Remarkably, they survive the set. But when they inadvertently stumble onto a murder scene backstage, the punks (including Star Trek's Anton Yelchin and Arrested Development's Alia Shawkat) are forced to barricade themselves in the green room. Patrick Stewart leads the gang of neo-Nazi thugs and murderous dogs that wait at the door.
Last year, the Whiplash screening at Director's Fortnight received a 10-minute standing ovation before going on to Oscar glory: this year, there's a similar buzz and much love for Green Room, the third feature from the Brooklyn-based writer-director Jeremy Saulnier.
Do believe the hype. As with Blue Ruin, Green Room exists in lesser-spotted-America and makes for a gruesome battle of the sub-cultures. What begins as a nail-biting thriller effortlessly segues into carnage, replete with ripped throats and wounds that seek to redefine the word 'gaping'.
Viewers with delicate sensibilities may flinch, but Saulnier is far too clever and too neo-realist and too humorous to allow the material to descend into a B-movie splatter-fest.
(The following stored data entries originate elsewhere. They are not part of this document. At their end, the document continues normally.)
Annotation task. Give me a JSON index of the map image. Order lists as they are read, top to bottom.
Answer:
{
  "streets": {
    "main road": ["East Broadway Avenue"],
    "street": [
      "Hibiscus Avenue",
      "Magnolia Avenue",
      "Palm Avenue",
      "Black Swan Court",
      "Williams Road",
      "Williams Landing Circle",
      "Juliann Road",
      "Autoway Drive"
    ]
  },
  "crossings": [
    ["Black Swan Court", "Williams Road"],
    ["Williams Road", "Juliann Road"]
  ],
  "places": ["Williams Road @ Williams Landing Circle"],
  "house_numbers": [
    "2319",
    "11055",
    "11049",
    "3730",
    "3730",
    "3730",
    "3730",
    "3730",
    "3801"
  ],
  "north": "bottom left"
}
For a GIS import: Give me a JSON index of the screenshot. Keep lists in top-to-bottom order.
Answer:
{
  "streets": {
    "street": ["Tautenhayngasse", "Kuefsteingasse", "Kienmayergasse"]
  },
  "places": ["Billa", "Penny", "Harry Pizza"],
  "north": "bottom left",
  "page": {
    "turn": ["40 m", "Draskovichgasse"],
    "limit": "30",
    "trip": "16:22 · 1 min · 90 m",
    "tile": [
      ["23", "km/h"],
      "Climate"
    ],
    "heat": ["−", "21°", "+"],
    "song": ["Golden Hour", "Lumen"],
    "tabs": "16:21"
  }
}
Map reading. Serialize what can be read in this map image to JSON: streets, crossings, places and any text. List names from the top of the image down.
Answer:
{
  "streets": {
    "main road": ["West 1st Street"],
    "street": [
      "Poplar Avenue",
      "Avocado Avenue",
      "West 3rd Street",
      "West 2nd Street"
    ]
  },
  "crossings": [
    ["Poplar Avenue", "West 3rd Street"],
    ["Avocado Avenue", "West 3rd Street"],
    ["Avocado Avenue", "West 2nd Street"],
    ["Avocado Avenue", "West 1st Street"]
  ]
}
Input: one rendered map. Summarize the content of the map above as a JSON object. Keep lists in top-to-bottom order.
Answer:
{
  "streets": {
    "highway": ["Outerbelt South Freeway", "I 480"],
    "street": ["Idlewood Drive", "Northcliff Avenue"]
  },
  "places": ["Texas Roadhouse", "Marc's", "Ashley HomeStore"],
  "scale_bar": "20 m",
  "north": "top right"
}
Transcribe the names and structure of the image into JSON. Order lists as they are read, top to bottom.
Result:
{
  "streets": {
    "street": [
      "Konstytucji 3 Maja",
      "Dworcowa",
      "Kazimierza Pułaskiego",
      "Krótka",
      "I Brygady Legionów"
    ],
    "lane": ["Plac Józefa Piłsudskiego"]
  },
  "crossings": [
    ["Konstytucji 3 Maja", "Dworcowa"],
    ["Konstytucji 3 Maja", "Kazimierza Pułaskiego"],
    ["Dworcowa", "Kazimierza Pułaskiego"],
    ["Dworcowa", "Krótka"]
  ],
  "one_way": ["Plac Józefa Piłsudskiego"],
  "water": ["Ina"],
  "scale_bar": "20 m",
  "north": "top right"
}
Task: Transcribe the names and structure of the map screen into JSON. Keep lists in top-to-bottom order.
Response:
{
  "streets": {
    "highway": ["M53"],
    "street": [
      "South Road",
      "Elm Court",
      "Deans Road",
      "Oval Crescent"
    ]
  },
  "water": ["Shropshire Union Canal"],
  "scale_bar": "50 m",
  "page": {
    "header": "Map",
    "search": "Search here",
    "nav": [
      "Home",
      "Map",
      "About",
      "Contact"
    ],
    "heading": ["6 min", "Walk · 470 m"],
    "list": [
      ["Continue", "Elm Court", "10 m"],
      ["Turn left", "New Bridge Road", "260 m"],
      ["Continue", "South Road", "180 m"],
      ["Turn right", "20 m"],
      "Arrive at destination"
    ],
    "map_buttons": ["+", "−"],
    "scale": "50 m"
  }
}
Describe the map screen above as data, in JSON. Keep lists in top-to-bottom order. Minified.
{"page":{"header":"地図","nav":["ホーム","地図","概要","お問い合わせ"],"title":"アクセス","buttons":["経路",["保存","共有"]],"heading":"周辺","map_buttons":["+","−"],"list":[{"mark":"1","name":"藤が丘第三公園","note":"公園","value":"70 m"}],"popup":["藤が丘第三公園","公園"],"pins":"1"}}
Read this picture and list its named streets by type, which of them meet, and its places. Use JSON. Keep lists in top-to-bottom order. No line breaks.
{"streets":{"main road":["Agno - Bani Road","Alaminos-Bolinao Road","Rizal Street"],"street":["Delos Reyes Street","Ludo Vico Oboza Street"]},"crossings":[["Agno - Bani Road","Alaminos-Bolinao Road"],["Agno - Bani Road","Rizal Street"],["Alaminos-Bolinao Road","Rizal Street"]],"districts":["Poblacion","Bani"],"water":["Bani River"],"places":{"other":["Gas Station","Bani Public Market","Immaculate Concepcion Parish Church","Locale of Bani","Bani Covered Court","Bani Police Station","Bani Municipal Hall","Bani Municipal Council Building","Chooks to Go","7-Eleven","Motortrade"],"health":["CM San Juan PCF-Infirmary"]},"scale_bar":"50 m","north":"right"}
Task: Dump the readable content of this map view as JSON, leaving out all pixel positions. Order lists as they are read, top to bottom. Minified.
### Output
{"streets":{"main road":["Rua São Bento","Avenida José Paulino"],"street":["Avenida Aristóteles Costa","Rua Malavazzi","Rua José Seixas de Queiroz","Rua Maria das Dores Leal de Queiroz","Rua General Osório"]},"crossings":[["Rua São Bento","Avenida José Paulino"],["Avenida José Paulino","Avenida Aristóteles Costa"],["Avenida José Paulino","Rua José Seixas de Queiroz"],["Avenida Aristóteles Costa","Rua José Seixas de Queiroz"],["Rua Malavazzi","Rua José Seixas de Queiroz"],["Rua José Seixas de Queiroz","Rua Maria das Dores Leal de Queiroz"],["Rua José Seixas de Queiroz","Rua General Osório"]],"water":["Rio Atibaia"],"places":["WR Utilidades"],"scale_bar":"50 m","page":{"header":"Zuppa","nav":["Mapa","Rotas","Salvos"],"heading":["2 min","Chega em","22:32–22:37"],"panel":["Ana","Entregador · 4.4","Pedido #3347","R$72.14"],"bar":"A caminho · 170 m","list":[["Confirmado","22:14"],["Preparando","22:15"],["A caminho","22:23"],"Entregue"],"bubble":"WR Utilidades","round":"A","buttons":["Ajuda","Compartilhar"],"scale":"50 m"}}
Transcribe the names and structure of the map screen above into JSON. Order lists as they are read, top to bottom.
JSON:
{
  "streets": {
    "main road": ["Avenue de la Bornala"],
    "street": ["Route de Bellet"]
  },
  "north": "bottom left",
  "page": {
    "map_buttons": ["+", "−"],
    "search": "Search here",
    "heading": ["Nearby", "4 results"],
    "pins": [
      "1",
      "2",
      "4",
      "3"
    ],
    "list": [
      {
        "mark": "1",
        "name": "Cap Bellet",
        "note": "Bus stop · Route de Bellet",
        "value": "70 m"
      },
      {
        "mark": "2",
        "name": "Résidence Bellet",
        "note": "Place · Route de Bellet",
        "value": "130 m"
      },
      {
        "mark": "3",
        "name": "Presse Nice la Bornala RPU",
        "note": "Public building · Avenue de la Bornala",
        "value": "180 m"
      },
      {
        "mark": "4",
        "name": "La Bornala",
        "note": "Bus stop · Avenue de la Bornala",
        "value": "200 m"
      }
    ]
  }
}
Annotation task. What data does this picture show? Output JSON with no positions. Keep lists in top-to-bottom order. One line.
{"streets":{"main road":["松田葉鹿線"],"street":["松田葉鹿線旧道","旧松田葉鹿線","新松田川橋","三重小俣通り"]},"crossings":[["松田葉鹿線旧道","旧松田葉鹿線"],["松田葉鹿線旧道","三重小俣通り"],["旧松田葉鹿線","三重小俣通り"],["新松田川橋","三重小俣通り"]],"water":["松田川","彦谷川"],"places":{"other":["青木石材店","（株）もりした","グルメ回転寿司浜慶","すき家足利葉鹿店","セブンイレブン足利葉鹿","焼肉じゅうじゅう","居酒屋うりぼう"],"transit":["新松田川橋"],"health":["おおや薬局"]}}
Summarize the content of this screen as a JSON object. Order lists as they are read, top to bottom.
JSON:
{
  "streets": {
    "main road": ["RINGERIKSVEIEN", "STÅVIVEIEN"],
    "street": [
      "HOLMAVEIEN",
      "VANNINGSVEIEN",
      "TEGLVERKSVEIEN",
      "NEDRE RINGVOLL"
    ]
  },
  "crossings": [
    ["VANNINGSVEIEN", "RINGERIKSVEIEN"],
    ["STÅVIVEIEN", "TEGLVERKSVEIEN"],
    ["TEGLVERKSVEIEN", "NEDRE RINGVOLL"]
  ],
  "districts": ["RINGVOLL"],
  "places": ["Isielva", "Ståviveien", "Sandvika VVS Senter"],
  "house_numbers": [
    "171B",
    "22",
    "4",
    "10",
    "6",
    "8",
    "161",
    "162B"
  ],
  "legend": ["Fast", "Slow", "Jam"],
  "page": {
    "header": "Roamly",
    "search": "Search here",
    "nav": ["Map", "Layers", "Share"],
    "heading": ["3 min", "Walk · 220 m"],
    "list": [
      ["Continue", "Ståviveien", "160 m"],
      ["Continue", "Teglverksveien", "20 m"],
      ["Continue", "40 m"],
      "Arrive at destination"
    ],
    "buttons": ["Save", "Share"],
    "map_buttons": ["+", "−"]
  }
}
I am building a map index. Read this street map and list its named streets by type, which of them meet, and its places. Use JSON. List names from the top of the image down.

In a film defined by great performances, Imogen Poots – sporting a heinous mullet – arguably steals the show as a white supremacist punkette who gets caught up in the brutality. Cinematographer Sean Porter finds interesting things to do with confined spaces, just as Saulnier’s screenplay turns feedback into a novel defence.
In 2013, Saulnier's Blue Ruin won the FIPRESCI prize: expect even shinier gongs this time around.